従来の業務システムは、予め設計されたプログラムに従って動作しており、現場の作業者の工夫や改善活動を業務システムに反映するには、システムエンジニアが設計し直す必要があるなど、システムを頻繁に更新することが困難だった。同様に需要変動やそれに対応した現場状況の変化に対し、効率的な業務指示を素早く行うことが難しいという課題もあった。

今回開発した人工知能では、作業者の工夫や改善が加わることによって生まれた結果を自ら取り込んで解析することで、より高い効率を生み出す結果を選び出し、次の業務指示に反映する。
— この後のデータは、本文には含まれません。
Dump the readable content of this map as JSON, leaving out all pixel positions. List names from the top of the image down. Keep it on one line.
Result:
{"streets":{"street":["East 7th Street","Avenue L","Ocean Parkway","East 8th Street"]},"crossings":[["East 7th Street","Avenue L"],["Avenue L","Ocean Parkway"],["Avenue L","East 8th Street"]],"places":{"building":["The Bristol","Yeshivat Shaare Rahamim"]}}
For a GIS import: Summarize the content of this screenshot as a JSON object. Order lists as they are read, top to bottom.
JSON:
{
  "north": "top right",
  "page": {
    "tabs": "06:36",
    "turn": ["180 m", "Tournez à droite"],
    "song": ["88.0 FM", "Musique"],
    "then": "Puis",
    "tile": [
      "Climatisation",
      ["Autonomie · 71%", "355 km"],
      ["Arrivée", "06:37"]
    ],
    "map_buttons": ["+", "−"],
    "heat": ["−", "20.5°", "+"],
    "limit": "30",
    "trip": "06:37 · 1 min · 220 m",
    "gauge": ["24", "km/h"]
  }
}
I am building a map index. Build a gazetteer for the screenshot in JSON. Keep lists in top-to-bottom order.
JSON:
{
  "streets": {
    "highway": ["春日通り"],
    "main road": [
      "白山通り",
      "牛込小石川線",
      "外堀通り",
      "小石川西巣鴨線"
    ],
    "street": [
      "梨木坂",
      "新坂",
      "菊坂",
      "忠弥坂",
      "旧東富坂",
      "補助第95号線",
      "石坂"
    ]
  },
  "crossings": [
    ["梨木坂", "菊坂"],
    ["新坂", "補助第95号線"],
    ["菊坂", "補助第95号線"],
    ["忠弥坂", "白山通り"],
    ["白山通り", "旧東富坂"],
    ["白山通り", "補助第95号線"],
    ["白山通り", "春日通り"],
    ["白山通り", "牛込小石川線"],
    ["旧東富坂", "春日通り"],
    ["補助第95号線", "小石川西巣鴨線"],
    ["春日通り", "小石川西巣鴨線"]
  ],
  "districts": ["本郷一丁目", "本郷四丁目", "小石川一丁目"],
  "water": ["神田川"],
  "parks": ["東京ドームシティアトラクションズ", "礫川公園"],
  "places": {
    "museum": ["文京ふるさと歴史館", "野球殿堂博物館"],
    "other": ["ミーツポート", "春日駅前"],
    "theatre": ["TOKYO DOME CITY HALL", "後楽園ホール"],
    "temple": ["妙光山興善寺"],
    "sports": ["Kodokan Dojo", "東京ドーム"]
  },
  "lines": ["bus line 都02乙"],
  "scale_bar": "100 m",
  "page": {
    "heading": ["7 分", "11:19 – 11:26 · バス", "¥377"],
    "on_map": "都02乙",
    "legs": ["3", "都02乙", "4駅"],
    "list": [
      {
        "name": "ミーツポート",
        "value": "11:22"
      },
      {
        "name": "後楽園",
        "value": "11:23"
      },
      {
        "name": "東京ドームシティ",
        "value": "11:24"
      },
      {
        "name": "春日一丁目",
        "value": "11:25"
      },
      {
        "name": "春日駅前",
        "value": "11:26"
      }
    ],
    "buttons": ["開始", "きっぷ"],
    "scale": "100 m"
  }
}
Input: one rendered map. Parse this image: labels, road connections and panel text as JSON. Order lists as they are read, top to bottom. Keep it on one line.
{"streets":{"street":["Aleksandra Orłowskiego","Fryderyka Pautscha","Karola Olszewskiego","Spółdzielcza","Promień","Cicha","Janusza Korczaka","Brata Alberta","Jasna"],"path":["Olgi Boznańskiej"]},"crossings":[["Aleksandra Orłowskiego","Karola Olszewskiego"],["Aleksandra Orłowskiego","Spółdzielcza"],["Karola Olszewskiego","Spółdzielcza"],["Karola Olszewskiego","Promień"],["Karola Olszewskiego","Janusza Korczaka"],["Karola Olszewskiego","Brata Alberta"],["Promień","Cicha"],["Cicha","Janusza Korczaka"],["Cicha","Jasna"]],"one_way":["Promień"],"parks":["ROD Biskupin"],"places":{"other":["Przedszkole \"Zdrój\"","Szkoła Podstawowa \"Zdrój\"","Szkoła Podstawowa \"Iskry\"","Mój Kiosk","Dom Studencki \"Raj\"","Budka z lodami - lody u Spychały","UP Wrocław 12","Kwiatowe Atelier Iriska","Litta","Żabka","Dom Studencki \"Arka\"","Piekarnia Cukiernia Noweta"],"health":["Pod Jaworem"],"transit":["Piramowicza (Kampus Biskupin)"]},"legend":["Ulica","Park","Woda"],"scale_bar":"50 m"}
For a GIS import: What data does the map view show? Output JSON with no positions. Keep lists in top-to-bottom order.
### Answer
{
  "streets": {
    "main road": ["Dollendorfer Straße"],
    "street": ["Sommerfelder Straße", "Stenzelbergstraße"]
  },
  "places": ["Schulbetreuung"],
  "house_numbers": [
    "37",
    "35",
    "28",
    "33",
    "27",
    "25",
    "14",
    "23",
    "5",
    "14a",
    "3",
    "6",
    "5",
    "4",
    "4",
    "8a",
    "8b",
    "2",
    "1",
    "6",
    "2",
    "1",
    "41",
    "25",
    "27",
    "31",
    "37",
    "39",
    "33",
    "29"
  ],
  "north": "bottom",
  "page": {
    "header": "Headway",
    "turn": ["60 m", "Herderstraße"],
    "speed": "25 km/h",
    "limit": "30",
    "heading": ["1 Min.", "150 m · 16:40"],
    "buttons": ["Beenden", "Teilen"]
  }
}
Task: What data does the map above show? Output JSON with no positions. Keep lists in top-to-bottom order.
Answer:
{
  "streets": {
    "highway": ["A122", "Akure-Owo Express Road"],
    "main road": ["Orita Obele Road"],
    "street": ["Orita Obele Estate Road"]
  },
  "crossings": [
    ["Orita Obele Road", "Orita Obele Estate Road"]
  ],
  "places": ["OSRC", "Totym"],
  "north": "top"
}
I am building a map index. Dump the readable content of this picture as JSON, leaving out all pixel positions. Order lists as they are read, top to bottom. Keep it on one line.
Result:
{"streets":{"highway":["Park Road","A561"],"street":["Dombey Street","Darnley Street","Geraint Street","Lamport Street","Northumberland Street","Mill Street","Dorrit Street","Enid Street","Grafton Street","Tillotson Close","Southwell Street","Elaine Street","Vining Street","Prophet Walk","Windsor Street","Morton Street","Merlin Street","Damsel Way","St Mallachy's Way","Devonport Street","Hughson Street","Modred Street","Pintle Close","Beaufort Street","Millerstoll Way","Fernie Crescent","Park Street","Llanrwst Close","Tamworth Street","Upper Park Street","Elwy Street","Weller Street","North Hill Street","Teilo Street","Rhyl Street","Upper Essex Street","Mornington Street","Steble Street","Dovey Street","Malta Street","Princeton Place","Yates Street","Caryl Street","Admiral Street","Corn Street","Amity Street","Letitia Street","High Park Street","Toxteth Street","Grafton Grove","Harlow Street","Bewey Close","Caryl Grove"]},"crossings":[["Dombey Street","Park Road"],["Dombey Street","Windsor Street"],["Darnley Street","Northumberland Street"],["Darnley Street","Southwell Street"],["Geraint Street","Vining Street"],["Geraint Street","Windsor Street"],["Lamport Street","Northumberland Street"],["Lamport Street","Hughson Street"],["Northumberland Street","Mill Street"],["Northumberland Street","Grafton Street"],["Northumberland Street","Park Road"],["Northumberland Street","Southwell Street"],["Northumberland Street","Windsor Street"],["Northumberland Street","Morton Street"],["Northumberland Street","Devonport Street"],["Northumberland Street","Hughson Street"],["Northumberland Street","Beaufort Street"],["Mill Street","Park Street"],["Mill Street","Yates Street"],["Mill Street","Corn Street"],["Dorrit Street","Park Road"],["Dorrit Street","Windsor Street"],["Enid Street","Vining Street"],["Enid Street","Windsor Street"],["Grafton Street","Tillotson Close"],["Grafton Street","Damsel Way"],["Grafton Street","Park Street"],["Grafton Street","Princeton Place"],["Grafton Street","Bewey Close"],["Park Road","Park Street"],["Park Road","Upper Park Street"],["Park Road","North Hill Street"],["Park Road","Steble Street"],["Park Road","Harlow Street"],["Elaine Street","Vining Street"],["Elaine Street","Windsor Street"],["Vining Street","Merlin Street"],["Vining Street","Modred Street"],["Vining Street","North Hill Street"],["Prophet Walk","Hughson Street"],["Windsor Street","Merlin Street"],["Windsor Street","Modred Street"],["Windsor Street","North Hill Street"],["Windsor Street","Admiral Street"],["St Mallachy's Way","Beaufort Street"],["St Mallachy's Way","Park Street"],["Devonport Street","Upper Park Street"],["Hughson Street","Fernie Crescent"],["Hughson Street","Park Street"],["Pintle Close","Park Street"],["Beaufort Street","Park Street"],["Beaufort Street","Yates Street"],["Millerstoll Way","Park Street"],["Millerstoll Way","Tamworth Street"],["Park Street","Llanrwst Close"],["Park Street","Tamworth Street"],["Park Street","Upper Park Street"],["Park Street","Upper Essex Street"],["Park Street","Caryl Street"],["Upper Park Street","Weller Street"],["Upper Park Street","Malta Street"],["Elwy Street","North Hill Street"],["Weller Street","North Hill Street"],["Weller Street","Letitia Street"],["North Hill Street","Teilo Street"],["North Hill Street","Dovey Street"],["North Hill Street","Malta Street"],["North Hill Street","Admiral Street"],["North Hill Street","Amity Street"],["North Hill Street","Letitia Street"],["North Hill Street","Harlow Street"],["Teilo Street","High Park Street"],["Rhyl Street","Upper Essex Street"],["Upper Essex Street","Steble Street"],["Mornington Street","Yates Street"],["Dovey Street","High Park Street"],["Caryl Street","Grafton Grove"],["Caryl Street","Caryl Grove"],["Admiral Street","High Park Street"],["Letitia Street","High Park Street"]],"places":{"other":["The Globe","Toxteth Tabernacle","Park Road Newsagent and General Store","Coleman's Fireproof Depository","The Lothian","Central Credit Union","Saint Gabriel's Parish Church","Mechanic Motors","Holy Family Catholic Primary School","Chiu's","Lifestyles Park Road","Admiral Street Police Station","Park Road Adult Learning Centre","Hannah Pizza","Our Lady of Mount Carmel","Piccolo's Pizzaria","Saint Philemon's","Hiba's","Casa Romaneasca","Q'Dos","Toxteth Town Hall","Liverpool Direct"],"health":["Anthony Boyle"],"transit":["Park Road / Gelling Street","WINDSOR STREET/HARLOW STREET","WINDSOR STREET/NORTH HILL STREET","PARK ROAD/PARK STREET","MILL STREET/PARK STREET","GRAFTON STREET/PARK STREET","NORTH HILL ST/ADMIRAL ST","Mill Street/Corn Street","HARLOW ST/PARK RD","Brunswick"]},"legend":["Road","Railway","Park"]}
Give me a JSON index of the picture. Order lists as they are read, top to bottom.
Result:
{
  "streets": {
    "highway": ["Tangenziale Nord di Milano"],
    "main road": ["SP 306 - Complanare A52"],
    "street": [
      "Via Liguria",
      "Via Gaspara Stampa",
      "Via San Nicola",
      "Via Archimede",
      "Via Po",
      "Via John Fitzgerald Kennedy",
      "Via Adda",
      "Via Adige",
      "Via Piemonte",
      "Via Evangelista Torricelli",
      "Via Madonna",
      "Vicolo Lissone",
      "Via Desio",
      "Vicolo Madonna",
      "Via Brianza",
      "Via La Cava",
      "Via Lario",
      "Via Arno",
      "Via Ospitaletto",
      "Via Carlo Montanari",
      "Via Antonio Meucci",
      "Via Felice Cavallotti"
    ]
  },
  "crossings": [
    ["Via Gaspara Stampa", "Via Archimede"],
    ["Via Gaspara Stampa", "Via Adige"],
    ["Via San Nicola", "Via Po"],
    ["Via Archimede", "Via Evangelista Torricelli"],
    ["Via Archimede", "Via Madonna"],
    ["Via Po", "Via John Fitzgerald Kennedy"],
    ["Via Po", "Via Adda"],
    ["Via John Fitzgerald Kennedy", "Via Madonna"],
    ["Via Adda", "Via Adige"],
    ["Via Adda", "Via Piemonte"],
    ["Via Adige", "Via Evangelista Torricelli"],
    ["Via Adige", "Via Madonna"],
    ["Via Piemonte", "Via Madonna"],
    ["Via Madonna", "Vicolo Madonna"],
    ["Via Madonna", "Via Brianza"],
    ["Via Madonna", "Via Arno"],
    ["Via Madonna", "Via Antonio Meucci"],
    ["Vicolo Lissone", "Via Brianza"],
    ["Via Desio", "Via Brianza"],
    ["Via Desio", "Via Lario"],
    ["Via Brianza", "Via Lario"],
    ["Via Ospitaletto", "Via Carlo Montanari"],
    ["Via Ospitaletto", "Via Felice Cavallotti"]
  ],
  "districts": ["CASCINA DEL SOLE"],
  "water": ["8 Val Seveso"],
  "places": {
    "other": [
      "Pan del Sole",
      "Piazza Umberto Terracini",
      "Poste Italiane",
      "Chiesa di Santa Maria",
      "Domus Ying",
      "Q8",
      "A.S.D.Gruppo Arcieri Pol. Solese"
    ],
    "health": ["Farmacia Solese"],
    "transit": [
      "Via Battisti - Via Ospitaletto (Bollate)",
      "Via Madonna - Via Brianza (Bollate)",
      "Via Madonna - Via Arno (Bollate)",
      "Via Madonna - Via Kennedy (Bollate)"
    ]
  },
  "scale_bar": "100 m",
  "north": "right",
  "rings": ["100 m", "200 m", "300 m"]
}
過去の業務内容や業務実績などのビッグデータの中から、作業内容や作業量、天候など当日の業務状況に近いデータを自ら選択・解析し、短期的な天候不順や突発的な需要変動に対しても適切な業務指示を出すこともできる。

さらに、データの統計的な分布を解析し、事前に数量や時間、商品コードなどのデータ形式を自動判別し、新たに追加されたデータを人の手を介さずに素早く取り込むことを可能にした。これにより、日々の作業者の工夫や需要変動を自動的にシステムに反映することが可能になり、タイムリーに業務指示へ反映させることができる。

同社では人工知能の効果を確認するため、物流倉庫管理システムに組み込み、物流倉庫における集品作業の効率性を測る現場実証を行った。その結果、人工知能を管理システムに組み込まない場合と比較して、8%の作業時間短縮を確認した。同社は今後、物流に加えて金融、交通、製造業、ヘルスケア、公共、流通分野などに人工知能を活用していく考えだ。